Phillip Burness & Kevin McMullin
Video: (if the video does not load within this page, click on its top right “external window” button to watch it in another window)
Link to the paper: here
Abstract: Work on the learnability of tier-based string-to-string functions has so far been limited to those that operate over a single tier. Such functions are, however, generally incapable of modelling multiple simultaneous processes. It is relatively easy to define a class of multi-tiered functions that can handle more than one process at a time, but doing so has negative consequences for learnability. Namely, we conjecture that it is difficult if not impossible to efficiently learn any arbitrary set of tiers from positive data alone. We thus describe the strongly target-specified subclass of multitiered functions, whose tiers can be efficiently identified from positive data. In these functions, each input element is associated with a single tier that on its own can fully determine what the element is mapped to. When the tiers act independently in this way, we can learn them in isolation from each other. A transducer representation of the target function can then be constructed using the discovered tiers.
Any question or comment can be made using the comment section of the page below.
Thanks for the interesting paper! I’m a little worried about the complexity bounds for finding the tier. Do you have a sense that those can be improved upon?
A related question is how does this algorithm compare to OSTIA on the kinds of data and processes you are considering. OSTIA is cubic time in the size of the data and can learn any subsequential function. The functions you are considering are subsequential so… what is the benefit to finding a tier in ^4 or ^5 of the data? The ISL and OSL learning algorithms of Chandlee et al. had guarantees in quadratic time so that was a reason to use those instead of OSTIA if one had a priori knowledge that the target functions belonged to that class.
I’m also wonder to what extent the ideas on tier-identification for formal languages (not functions) in Lambert (this conf) could help facilitate tier-identification in your work.
Finally, another interesting comparison to make in addition to OMTSL_2 to OSTIA would be to take a look at SP functions (which I think you also have work on)

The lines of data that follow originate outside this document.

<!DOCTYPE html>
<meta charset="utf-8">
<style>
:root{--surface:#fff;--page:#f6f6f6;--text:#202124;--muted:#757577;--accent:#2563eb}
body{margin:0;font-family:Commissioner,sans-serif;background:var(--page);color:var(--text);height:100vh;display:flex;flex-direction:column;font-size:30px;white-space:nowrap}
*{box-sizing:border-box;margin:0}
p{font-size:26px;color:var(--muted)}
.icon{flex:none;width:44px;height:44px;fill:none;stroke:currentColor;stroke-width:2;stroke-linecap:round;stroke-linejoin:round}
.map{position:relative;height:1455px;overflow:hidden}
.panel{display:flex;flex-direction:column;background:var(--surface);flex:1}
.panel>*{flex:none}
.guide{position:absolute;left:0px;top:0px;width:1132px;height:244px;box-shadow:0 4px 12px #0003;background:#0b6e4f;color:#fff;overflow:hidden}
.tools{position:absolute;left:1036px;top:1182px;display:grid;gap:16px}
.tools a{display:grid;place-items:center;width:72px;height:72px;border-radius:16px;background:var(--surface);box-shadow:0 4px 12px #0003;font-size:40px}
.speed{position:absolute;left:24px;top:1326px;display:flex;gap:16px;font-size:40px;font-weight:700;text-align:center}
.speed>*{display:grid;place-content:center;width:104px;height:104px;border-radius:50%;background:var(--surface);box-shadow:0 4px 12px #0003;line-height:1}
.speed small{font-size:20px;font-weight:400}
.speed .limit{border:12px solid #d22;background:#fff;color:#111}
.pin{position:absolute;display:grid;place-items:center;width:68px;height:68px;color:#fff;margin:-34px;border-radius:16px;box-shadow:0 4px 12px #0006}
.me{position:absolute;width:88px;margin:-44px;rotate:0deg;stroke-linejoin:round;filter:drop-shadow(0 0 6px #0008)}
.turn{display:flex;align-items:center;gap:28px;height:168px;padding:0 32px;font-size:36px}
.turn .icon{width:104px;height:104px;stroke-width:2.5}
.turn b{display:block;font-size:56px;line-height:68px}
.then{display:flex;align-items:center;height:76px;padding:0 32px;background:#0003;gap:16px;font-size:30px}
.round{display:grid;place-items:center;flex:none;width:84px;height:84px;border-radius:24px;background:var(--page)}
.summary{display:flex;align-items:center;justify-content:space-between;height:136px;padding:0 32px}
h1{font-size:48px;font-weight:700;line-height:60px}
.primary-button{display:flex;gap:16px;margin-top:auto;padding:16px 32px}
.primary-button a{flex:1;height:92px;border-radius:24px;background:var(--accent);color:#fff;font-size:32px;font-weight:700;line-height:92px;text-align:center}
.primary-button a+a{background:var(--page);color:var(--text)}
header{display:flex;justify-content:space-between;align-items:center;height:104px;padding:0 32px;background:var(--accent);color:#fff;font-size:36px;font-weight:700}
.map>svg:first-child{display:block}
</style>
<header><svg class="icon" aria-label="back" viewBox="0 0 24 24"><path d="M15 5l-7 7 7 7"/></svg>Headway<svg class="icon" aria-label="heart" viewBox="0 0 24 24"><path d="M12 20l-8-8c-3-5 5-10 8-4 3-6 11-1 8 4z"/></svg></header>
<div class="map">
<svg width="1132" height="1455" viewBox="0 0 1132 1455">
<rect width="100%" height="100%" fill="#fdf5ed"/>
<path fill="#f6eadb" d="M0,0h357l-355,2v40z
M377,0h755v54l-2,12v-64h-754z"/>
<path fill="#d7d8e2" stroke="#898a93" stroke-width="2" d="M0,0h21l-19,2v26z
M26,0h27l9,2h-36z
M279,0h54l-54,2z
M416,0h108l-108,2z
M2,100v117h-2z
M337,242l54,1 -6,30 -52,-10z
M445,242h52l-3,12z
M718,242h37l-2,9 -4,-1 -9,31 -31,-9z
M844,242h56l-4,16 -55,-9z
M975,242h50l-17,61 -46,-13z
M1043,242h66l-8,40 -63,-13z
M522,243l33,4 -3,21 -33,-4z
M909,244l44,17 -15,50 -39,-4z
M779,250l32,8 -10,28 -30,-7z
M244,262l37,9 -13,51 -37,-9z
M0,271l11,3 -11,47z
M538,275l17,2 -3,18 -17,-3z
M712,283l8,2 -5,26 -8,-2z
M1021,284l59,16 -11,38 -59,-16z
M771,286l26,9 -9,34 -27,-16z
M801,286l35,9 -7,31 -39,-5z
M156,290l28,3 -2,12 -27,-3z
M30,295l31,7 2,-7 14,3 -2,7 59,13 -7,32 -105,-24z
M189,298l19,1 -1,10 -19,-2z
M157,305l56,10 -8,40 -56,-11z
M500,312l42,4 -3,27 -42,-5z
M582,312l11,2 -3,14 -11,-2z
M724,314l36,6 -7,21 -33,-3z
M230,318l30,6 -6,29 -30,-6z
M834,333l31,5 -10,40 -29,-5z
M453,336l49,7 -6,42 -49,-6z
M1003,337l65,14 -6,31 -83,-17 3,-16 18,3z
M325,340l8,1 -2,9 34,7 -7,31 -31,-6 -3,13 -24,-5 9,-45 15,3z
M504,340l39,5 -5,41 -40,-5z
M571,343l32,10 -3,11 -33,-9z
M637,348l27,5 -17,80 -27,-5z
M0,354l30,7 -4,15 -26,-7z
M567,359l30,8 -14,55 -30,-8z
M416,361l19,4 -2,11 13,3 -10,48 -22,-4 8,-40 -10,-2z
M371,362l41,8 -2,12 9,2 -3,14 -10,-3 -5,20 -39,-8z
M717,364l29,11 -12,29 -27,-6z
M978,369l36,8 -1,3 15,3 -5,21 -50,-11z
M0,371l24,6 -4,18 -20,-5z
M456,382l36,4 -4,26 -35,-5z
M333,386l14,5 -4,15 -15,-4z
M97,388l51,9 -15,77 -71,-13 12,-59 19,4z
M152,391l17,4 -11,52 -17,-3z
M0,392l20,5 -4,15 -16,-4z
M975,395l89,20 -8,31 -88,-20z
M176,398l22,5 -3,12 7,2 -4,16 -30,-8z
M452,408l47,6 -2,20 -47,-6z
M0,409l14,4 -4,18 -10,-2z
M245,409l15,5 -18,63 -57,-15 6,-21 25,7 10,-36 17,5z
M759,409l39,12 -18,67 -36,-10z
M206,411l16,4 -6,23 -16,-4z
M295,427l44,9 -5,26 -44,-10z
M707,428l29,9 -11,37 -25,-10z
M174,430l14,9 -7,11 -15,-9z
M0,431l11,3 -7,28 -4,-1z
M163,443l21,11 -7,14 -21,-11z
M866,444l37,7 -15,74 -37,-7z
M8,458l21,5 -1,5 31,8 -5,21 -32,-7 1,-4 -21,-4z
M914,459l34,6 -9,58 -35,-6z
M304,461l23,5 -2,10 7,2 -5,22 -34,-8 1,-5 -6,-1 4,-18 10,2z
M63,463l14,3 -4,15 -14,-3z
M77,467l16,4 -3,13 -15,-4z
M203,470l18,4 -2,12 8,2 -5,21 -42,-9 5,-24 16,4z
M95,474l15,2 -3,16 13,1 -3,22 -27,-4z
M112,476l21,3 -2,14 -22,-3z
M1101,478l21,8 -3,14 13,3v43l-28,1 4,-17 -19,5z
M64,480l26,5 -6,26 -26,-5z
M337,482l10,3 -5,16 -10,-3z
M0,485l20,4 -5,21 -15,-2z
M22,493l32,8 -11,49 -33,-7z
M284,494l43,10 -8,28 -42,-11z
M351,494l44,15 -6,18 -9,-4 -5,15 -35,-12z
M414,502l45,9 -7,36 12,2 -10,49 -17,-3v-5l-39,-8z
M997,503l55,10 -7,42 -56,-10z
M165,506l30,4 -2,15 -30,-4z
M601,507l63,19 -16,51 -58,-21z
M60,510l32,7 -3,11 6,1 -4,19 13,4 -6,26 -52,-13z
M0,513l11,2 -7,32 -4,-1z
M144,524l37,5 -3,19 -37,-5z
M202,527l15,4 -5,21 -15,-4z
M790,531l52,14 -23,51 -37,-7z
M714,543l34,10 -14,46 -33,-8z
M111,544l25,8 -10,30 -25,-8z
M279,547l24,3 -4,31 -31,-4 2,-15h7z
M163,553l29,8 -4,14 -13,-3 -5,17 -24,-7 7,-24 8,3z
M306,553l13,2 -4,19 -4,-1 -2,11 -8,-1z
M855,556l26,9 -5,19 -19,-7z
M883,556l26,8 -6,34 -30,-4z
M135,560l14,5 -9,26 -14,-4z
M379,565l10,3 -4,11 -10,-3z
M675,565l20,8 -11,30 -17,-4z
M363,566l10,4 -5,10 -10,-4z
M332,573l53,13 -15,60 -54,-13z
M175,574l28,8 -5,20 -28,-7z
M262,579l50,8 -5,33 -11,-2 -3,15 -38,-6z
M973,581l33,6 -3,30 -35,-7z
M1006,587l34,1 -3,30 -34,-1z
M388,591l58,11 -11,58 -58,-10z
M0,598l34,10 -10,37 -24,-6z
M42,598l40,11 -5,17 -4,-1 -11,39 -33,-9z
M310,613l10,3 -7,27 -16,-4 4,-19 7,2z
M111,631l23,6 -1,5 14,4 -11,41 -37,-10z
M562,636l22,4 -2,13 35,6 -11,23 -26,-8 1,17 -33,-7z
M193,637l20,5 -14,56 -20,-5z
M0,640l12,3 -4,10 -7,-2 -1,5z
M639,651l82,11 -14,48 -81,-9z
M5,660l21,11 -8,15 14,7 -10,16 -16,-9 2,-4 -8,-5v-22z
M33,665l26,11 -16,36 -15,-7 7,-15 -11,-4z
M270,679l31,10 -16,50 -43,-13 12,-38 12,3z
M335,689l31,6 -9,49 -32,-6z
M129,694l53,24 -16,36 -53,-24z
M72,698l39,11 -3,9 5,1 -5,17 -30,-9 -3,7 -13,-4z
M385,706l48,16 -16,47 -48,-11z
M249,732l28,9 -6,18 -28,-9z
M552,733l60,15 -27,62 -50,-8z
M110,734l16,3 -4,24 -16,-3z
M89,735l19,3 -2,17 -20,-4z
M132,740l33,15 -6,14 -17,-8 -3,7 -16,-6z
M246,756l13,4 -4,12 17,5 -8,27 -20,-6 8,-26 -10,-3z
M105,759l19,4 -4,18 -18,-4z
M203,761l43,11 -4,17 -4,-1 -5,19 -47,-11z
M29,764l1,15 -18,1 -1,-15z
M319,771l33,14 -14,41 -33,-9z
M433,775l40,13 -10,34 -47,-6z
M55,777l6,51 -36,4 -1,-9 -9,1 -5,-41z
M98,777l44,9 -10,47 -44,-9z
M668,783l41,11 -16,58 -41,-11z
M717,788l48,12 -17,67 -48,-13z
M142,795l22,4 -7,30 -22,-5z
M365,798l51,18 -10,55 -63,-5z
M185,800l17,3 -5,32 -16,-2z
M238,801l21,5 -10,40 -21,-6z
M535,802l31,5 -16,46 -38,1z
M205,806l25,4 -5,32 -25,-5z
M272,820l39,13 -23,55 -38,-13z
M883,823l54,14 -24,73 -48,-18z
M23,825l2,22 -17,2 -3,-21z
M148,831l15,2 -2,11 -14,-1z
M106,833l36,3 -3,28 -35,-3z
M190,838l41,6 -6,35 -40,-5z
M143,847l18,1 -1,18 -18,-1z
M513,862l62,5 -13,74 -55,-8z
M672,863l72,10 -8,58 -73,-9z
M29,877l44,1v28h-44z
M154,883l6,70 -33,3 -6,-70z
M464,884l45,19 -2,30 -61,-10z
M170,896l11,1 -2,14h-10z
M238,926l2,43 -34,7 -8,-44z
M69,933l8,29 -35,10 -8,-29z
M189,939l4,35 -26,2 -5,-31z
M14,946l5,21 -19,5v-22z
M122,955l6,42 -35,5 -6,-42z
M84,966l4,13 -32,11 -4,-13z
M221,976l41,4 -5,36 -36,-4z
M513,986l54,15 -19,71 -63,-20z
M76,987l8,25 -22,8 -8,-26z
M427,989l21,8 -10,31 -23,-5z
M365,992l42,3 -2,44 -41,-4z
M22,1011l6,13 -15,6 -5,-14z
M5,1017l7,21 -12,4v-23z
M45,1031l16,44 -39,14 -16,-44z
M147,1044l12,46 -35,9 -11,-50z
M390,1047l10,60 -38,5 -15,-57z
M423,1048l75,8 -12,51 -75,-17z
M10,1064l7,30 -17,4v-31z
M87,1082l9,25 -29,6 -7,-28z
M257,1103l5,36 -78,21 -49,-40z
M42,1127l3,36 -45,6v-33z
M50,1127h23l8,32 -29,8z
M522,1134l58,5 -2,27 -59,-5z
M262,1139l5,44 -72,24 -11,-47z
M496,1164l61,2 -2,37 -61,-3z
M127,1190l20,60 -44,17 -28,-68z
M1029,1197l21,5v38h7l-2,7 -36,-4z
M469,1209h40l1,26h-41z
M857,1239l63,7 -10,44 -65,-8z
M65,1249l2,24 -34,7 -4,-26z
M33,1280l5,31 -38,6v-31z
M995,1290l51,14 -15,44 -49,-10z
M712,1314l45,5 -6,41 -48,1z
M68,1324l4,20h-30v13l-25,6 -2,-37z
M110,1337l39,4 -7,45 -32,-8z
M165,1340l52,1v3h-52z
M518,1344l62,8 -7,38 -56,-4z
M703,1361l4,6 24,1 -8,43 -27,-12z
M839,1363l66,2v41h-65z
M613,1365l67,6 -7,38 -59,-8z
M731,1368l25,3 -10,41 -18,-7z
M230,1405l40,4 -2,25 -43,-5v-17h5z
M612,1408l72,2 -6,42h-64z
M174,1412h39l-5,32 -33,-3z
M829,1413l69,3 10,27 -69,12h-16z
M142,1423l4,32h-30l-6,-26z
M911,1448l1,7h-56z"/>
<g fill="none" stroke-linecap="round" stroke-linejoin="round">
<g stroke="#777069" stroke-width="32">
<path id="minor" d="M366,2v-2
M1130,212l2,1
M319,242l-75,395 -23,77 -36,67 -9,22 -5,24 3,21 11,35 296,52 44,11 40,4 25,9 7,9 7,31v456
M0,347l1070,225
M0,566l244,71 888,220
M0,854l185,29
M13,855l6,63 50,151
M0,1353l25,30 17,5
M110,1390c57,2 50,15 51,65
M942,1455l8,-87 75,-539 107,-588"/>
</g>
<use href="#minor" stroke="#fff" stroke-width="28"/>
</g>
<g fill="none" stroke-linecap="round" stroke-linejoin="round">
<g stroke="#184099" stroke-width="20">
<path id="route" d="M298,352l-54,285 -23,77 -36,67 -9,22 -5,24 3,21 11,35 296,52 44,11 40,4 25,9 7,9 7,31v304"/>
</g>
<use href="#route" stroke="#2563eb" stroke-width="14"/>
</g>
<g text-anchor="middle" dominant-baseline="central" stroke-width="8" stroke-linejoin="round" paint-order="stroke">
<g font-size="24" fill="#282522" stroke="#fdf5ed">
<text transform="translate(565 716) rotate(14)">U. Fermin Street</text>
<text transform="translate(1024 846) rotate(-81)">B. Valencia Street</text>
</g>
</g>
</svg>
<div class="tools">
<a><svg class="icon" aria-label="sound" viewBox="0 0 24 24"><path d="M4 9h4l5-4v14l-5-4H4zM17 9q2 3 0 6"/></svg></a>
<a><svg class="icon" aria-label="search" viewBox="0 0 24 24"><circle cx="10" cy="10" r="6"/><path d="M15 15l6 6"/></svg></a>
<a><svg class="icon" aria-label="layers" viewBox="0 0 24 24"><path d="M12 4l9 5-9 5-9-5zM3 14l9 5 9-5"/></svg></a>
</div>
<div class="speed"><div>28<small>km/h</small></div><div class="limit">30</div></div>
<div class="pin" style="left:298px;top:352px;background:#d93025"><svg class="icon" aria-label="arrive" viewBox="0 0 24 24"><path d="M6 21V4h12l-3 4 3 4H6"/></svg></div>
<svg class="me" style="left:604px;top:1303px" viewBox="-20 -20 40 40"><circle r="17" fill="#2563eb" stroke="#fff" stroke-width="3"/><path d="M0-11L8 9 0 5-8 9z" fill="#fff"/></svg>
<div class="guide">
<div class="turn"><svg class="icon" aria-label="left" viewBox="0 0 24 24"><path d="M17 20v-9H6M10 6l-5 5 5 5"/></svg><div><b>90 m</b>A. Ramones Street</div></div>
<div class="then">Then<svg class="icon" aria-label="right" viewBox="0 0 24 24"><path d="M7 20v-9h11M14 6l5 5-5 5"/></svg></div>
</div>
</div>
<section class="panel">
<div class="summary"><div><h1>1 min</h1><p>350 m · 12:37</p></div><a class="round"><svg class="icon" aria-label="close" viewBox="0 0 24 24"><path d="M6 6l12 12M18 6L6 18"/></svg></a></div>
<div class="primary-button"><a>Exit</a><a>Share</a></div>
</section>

Thank you for these great questions!
The main goal for this research was not necessarily to beat OSTIA at learning the relevant functions, but to see whether their tiers could be identified efficiently at all. As you rightfully point out, though, the increase from O(n^3) to O(n^5) when compared to OSTIA is disappointingly large. The bulk of the time complexity comes from (1) calculating relevant contributions and (2) extracting information about the prefix function. Kevin and I implement both of these processes by effectively doing nested reads of the sample, but it may be possible to obviate this problematic nesting by using an onward Prefix Tree Transducer (PTT). I suspect that passing the sample once through its onward PTT could (with the right heuristics) extract the contributions necessary to determine the safe/unsafe status of a hypothesized tier element. If this turns out to be the case, the time complexity of tier discovery would reduce to the time complexity of building the onward PTT, which is O(n^2) in the size of the sample.
While I don’t yet know what Lambert’s augmented subsequences would look like in the function case, adapting them to functions is certainly a promising direction. In particular, I think doing so could help with learning the tiers of (M)TSL_k functions for k > 2, which evade the existing algorithms.
Kevin and I are indeed working on SP functions, and the SP_2 functions can handle most of the same patterns as the strongly target-specified MTSL_2 functions, provided there are no “blocking” effects. Learning an SP function requires only the transducer-building step, and modifications of the ISL/OSL algorithms can achieve this while maintaining O(n^2) time complexity, so by virtue of not requiring a tier-discovery step, SP learning is more straightforward than (M)TSL learning. The issue for learning SP functions is that their transducers are exponential in the size of the alphabet, making the amount of necessary data impractical for most cases, since the ISL/OSL algorithms require O(n^2) data in the size of the target transducer. We haven’t yet found a good way of factoring these transducers into a group smaller machines (as is done in some work on SP languages and their acceptors) but finding the right such method could make SP function learning more practical than MTSL function learning when the pattern belongs to both classes.
Thanks. I would love to chat with you how to factor SP functions!